Of the material below, only the lines from the line containing "inset:0; background:#d3ab9f; transform-origin:0" down to the line containing "filter:drop-shadow(0 0 1px" belong in the answer, written out exactly.

___ Data supplied

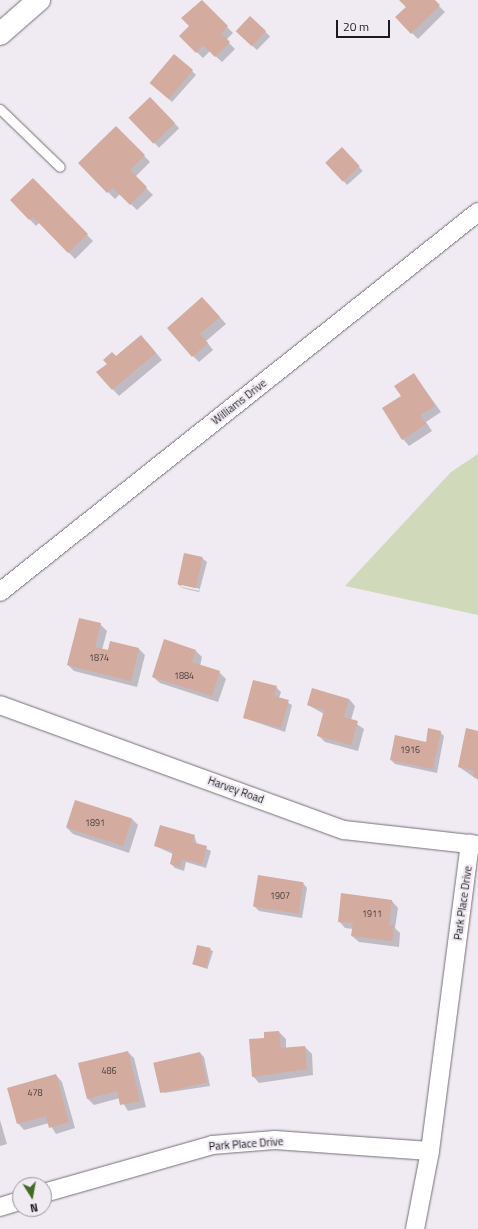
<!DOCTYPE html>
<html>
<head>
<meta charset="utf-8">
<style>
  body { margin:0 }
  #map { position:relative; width:478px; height:1229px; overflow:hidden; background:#f0eaf3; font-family:"Titillium Web",sans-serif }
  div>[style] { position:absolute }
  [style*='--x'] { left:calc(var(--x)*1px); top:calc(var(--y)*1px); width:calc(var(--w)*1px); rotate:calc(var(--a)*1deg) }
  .green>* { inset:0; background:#d0daba }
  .shadow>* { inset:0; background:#0003; transform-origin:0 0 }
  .building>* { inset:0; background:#d3ab9f; transform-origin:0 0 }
  .roads { filter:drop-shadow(0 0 1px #746f77) drop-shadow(0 0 1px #746f77) }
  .lane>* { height:9px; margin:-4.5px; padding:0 4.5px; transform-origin:4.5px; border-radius:4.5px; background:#fff }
  .street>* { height:18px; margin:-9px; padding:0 9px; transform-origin:9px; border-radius:9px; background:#fff }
  .secondary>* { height:22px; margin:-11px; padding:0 11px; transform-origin:11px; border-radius:11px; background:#fff }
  span { translate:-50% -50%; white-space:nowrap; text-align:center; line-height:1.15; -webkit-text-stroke:4px #f0eaf3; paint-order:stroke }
  .number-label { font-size:9px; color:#4a3e3e }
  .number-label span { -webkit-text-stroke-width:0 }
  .street-label { font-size:11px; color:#1c1a1d }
  .north { position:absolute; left:12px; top:1177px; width:40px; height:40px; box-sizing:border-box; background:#f0eaf3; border:1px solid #9b979d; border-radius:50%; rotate:169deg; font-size:11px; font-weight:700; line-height:16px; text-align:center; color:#1c1a1d }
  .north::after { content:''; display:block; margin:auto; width:14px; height:18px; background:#426a25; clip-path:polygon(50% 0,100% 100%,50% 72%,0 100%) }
  .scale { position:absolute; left:336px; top:20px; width:54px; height:18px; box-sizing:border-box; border:2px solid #1c1a1d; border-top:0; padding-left:5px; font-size:12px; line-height:14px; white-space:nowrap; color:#1c1a1d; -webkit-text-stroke:3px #f0eaf3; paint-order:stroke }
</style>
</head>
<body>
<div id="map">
  <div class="green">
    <div style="clip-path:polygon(478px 454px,478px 615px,345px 586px,451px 472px)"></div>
  </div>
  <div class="shadow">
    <div style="clip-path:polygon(400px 0,433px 0,445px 12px,418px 39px,396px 17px,407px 7px)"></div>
    <div style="clip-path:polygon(201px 1px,233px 33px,226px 40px,235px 49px,222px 62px,210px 51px,203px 58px,180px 36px,190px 26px,183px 18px)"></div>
    <div style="left:250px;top:17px;width:28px;height:19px;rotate:44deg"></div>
    <div style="clip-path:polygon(192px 71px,196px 75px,172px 102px,155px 86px)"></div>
    <div style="left:150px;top:98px;width:42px;height:28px;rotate:46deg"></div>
    <div style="clip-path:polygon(116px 127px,150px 162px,135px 177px,153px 195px,137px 210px,120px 194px,115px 199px,79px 163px)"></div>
    <div style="left:342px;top:148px;width:31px;height:21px;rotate:48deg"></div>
    <div style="clip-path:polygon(33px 179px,93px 241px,75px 259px,40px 222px,36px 226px,11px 200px)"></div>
    <div style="clip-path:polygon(209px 305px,226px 324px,206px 341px,213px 350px,199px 362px,193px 356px)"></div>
    <div style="clip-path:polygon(147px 342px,162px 360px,119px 396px,98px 373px,116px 357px)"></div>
    <div style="clip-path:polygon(414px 374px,441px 412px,426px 422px,432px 431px,409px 446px,403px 439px,402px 396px)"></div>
    <div style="clip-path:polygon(evenodd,202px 558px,207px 562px,199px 592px,182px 588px,178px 584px,202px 558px,181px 584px,200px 589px,200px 591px,181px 587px,181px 584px)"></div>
    <div style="clip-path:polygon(100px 624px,107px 631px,102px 650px,139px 649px,145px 655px,137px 687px,74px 671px,68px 665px)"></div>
    <div style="clip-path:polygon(165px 641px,196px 651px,202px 657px,200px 666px,219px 672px,226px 679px,218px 702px,160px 683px,153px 677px)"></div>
    <div style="clip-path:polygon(276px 687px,281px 692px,279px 698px,292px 705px,285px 732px,244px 718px)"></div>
    <div style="clip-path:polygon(349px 699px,355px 706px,351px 720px,364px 729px,358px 751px,325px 742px,318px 735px,324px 714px,308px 705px)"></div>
    <div style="clip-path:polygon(440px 732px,444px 736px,437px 773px,395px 764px,391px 760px,426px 743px)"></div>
    <div style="clip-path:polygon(478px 732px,478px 780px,459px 767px)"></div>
    <div style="clip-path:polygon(132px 819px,138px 825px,129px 853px,73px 834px,67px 828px)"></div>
    <div style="clip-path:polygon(194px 835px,197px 844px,211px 851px,206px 868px,186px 862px,184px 871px,175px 868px,171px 864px,173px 854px,155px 846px)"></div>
    <div style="clip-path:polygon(303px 883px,307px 888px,302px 918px,259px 911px,255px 907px)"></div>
    <div style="clip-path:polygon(392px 901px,398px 908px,395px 928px,400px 933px,399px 947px,359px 942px,352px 936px,353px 929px,345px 928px,339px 921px)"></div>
    <div style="left:198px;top:946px;width:16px;height:19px;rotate:18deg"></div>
    <div style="clip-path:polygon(279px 1032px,286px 1039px,286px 1049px,305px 1047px,312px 1054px,313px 1075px,259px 1083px,253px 1076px,265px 1039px)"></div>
    <div style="clip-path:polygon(128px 1052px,134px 1058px,146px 1107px,128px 1111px,120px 1098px,94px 1105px,87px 1098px)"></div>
    <div style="clip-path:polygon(200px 1053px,204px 1057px,210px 1086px,164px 1093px,160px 1088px)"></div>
    <div style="clip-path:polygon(56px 1075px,62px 1082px,75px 1128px,56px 1134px,49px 1123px,24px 1130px,18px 1123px)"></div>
    <div style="clip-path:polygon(0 1120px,7px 1144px,0 1146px)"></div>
  </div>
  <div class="building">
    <div style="clip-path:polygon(202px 0,228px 26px,221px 33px,230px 42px,215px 57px,203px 45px,196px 53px,179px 36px,189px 26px,181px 18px)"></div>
    <div style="clip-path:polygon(399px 0,435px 0,440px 5px,411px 34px,395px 17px,406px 7px)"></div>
    <div style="left:250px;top:16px;width:22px;height:21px;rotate:43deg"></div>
    <div style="left:174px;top:54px;width:25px;height:38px;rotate:40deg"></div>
    <div style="left:150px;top:97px;width:36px;height:30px;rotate:46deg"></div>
    <div style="clip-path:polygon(116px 126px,145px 155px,130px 170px,147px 187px,130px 205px,113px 188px,107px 193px,78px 163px)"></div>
    <div style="left:342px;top:147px;width:26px;height:23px;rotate:47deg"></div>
    <div style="clip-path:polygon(33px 178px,88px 234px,68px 253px,33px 217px,29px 220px,10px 200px)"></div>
    <div style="clip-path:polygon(202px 297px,220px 317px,200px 334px,208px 343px,192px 357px,167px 328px)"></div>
    <div style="clip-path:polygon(141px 335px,156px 353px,112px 390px,96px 372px,107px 364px,103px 360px,112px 352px,116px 356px)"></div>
    <div style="clip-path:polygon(414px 373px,435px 406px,420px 415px,426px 424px,402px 440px,382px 408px,401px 396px,394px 386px)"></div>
    <div style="left:184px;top:553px;width:19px;height:32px;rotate:12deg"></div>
    <div style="clip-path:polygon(79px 618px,101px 623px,95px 647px,108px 650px,110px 641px,139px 648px,131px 681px,67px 665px)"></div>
    <div style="clip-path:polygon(164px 639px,196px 650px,192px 662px,220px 671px,212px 696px,152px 677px)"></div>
    <div style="clip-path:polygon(253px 680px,277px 686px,274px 696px,289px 700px,281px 728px,243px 718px)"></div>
    <div style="clip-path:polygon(312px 688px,349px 699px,344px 717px,358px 721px,351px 745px,317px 736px,324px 710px,307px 705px)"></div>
    <div style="clip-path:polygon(428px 728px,441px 731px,433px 769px,390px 760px,395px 735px,426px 742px)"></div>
    <div style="clip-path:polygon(466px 728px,478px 731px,478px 778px,473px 777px,474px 771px,458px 767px)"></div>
    <div style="left:75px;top:800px;width:60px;height:29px;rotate:18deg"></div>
    <div style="clip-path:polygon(160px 825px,195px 835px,192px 842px,207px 846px,202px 864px,182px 859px,180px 867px,170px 864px,173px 851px,154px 846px)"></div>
    <div style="left:258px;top:875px;width:46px;height:32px;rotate:9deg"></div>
    <div style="clip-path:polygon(341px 893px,392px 900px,389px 925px,394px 925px,392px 941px,351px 936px,353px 923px,338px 922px)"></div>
    <div style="left:197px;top:945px;width:14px;height:20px;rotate:12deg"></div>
    <div style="clip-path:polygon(279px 1031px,281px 1048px,305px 1046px,307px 1069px,252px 1077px,249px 1039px,264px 1038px,264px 1032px)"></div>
    <div style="clip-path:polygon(128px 1051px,140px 1101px,120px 1105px,117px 1091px,87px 1099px,78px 1063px)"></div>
    <div style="left:200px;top:1052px;width:31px;height:48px;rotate:77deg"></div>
    <div style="clip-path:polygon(56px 1074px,69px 1122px,49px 1128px,46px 1116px,17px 1124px,7px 1088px)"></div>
  </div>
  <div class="roads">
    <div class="lane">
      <div style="--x:0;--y:109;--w:83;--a:44"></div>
    </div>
    <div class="street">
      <div style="--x:0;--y:592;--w:611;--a:-38.48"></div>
      <div style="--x:0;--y:705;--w:366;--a:20"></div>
      <div style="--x:344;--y:830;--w:135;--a:6.4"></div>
      <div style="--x:44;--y:1193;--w:175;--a:-15.9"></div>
      <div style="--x:212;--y:1145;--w:63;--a:-4.5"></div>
      <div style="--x:275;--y:1140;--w:155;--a:4.1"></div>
      <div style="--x:0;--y:1207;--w:21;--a:-17"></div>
      <div style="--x:415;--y:1229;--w:79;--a:-79.1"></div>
      <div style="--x:430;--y:1151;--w:310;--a:-82.6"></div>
    </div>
    <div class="secondary">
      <div style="--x:0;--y:34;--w:52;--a:-41.1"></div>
    </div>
  </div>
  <div class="number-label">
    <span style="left:99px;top:658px">1874</span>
    <span style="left:184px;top:676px">1884</span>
    <span style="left:410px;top:750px">1916</span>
    <span style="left:95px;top:823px">1891</span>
    <span style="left:280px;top:896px">1907</span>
    <span style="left:372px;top:914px">1911</span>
    <span style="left:109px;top:1071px">486</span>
    <span style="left:35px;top:1093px">478</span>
  </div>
  <div class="street-label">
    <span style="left:239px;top:402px;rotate:-38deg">Williams Drive</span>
    <span style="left:236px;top:790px;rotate:20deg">Harvey Road</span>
    <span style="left:463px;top:903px;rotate:-82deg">Park Place Drive</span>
    <span style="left:246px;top:1144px;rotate:-4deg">Park Place Drive</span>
  </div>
  <div class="north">N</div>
  <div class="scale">20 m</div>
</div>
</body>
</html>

______

# Exercise output:
  .building>* { inset:0; background:#d3ab9f; transform-origin:0 0 }
  .roads { filter:drop-shadow(0 0 1px #746f77) drop-shadow(0 0 1px #746f77) }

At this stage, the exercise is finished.